> **WORK TO COMPLETE**
Could you show each line of the records that contains the word "halo"?

_____

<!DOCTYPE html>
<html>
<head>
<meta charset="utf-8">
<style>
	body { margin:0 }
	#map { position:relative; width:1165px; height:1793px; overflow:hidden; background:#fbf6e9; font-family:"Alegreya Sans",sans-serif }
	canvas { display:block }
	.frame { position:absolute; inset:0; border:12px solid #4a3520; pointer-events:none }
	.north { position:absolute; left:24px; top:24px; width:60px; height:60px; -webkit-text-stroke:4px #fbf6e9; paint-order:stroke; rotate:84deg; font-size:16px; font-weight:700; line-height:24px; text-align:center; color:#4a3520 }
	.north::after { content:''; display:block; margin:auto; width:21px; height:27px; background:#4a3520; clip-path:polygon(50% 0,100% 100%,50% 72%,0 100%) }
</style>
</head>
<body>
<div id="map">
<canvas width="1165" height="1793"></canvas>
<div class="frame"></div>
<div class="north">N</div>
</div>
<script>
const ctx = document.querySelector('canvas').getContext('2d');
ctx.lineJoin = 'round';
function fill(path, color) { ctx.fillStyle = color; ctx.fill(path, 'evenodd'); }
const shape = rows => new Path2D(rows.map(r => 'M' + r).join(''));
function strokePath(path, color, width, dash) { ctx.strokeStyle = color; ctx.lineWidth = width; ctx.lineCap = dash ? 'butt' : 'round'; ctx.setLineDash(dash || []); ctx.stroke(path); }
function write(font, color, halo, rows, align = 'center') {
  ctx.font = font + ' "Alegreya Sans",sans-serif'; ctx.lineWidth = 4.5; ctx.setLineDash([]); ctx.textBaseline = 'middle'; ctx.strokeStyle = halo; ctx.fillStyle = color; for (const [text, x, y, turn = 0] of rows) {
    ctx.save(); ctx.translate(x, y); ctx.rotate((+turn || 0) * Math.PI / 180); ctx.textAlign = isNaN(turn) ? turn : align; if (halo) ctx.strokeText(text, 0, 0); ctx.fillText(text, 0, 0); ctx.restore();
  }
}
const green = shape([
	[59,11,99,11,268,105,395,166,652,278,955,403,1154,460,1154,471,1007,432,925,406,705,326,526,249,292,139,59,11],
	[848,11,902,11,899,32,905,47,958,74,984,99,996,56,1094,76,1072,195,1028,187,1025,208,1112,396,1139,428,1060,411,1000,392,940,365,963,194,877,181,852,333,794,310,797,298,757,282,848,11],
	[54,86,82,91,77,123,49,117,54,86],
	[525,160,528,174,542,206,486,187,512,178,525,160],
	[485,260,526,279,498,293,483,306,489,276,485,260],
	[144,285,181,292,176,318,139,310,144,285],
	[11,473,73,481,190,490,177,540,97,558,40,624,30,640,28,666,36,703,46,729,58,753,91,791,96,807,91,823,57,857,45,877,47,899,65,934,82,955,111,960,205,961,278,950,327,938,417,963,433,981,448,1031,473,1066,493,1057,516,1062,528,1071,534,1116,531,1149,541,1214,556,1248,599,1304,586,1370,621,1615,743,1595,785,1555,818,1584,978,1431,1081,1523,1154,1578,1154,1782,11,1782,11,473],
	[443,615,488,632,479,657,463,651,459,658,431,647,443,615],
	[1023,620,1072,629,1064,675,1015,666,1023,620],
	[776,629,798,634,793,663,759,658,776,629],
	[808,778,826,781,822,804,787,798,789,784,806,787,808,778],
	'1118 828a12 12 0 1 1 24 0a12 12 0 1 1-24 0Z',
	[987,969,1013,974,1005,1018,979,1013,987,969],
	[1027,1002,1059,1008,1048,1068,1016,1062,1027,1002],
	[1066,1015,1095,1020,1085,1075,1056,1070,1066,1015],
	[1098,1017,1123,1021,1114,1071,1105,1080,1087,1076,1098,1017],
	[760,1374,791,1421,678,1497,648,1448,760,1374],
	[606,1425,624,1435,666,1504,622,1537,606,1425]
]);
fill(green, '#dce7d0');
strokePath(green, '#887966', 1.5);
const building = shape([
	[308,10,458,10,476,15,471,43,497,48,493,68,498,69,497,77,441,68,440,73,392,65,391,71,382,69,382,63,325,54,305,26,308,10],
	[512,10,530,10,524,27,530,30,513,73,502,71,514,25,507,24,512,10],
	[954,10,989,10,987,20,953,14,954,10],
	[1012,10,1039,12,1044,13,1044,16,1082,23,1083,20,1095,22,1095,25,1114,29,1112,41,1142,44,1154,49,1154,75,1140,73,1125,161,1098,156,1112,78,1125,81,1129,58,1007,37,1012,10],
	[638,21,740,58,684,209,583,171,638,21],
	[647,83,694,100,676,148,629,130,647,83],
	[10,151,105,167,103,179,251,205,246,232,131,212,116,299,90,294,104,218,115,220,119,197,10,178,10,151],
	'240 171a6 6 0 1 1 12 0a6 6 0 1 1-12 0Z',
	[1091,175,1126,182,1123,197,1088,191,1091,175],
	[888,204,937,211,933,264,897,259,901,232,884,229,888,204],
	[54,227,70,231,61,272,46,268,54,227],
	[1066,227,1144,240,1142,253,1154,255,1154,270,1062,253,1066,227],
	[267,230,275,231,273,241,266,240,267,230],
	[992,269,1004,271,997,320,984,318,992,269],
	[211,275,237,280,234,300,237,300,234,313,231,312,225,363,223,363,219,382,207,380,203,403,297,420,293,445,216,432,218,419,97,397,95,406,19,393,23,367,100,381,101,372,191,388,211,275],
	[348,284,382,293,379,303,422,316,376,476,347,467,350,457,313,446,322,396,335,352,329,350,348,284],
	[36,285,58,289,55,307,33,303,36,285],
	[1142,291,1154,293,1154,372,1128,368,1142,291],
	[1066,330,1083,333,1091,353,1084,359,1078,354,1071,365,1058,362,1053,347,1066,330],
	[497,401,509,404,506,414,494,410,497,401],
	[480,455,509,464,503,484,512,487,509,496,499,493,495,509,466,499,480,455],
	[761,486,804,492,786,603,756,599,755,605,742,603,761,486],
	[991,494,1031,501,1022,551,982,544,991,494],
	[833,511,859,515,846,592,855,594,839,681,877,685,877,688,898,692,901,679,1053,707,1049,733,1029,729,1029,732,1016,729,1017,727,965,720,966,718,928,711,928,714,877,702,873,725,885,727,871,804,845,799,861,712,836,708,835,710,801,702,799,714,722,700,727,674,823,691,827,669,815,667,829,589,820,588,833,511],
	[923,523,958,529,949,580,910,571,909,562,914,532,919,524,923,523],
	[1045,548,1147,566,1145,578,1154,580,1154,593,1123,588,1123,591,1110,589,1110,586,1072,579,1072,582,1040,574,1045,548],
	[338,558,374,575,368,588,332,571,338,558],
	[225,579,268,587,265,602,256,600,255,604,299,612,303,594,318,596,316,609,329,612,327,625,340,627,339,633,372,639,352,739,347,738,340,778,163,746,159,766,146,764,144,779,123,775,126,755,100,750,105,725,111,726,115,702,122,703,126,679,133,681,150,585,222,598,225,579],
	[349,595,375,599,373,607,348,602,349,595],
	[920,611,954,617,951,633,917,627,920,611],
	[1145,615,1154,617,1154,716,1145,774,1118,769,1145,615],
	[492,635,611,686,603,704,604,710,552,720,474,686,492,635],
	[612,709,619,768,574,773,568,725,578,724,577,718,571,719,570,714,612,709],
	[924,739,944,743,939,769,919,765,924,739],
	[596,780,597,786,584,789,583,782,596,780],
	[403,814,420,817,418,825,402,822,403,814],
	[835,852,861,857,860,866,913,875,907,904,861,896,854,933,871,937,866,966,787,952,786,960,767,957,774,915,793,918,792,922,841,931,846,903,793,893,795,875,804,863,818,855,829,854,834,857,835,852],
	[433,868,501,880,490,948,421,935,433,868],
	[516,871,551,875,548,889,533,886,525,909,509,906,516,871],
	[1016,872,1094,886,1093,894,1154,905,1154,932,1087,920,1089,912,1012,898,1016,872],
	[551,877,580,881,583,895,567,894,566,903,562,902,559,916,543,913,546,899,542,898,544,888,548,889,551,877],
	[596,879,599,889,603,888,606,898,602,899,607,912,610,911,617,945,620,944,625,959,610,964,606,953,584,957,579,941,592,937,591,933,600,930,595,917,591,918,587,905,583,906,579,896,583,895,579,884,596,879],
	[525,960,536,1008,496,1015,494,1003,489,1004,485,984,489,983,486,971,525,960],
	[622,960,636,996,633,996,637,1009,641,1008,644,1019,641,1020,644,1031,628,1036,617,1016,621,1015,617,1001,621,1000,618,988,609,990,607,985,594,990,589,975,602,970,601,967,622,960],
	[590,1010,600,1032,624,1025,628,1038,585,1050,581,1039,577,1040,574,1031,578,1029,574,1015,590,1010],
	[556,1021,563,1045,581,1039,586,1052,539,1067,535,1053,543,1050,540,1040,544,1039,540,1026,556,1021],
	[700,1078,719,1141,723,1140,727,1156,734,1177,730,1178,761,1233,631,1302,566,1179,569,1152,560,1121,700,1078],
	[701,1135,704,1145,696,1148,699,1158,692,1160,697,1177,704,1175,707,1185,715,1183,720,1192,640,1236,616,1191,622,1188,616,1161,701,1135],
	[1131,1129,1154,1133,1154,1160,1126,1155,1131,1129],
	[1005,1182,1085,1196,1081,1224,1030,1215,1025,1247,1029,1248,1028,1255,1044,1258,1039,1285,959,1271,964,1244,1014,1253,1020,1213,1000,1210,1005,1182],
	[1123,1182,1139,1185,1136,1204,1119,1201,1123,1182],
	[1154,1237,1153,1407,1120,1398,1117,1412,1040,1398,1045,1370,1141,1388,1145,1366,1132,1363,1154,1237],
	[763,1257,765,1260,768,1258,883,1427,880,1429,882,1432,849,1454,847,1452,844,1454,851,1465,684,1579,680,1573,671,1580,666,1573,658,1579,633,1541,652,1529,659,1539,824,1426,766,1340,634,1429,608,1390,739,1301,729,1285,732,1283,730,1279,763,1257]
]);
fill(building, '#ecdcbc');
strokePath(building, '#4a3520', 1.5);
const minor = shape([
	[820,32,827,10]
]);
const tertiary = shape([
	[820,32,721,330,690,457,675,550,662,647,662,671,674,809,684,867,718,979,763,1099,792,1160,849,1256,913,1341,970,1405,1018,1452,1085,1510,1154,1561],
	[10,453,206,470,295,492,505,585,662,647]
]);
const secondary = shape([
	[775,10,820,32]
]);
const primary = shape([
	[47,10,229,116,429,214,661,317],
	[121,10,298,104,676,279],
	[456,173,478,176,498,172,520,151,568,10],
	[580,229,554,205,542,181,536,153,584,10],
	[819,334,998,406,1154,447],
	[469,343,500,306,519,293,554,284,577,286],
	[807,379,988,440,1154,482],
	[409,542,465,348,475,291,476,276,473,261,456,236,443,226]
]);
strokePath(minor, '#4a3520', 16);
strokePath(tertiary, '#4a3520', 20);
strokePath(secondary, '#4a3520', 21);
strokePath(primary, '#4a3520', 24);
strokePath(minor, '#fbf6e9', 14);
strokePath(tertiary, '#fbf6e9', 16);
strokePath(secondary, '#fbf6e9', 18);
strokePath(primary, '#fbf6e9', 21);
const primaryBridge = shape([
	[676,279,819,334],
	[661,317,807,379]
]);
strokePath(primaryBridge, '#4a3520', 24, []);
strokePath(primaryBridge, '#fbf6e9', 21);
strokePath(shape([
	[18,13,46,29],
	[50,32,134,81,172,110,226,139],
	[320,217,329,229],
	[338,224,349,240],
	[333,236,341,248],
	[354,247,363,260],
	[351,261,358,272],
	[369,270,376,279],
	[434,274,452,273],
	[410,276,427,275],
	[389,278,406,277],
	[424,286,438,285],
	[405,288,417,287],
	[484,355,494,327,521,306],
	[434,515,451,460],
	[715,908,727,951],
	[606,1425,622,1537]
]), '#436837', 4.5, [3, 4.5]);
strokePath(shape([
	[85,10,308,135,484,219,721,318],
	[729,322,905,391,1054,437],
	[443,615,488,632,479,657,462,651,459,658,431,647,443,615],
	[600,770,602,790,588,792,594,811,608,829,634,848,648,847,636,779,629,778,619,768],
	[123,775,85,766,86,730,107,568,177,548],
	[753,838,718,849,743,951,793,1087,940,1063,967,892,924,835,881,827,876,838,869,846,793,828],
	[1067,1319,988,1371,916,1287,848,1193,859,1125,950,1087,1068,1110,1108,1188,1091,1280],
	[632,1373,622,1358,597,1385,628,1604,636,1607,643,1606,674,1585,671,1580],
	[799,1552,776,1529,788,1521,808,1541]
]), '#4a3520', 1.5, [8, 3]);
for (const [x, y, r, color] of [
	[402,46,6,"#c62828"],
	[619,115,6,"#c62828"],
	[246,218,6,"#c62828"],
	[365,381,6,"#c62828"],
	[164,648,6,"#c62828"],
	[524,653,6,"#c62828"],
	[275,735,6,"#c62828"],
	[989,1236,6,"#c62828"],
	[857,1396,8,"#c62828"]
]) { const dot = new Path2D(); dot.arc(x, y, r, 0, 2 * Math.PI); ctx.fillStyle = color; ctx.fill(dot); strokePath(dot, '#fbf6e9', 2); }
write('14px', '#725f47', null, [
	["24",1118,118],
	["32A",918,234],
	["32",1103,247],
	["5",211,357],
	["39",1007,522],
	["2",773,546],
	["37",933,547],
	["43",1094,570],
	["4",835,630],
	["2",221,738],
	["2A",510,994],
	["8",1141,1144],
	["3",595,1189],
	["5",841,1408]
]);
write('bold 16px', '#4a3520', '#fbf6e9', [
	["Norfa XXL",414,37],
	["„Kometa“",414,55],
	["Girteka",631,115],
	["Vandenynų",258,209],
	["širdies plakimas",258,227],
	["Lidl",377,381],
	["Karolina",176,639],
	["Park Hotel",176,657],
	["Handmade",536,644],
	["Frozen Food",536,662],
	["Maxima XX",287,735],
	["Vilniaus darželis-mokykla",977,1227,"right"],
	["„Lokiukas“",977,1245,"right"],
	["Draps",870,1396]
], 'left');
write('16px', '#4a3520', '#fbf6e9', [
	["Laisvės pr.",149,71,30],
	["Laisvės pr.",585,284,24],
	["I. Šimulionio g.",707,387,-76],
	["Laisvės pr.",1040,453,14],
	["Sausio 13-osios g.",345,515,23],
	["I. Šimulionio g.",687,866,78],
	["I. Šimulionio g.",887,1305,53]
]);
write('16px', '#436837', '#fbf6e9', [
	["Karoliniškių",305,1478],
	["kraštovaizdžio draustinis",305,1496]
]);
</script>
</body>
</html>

_____

> **RESPONSE BOX**
function write(font, color, halo, rows, align = 'center') {
  ctx.font = font + ' "Alegreya Sans",sans-serif'; ctx.lineWidth = 4.5; ctx.setLineDash([]); ctx.textBaseline = 'middle'; ctx.strokeStyle = halo; ctx.fillStyle = color; for (const [text, x, y, turn = 0] of rows) {
    ctx.save(); ctx.translate(x, y); ctx.rotate((+turn || 0) * Math.PI / 180); ctx.textAlign = isNaN(turn) ? turn : align; if (halo) ctx.strokeText(text, 0, 0); ctx.fillText(text, 0, 0); ctx.restore();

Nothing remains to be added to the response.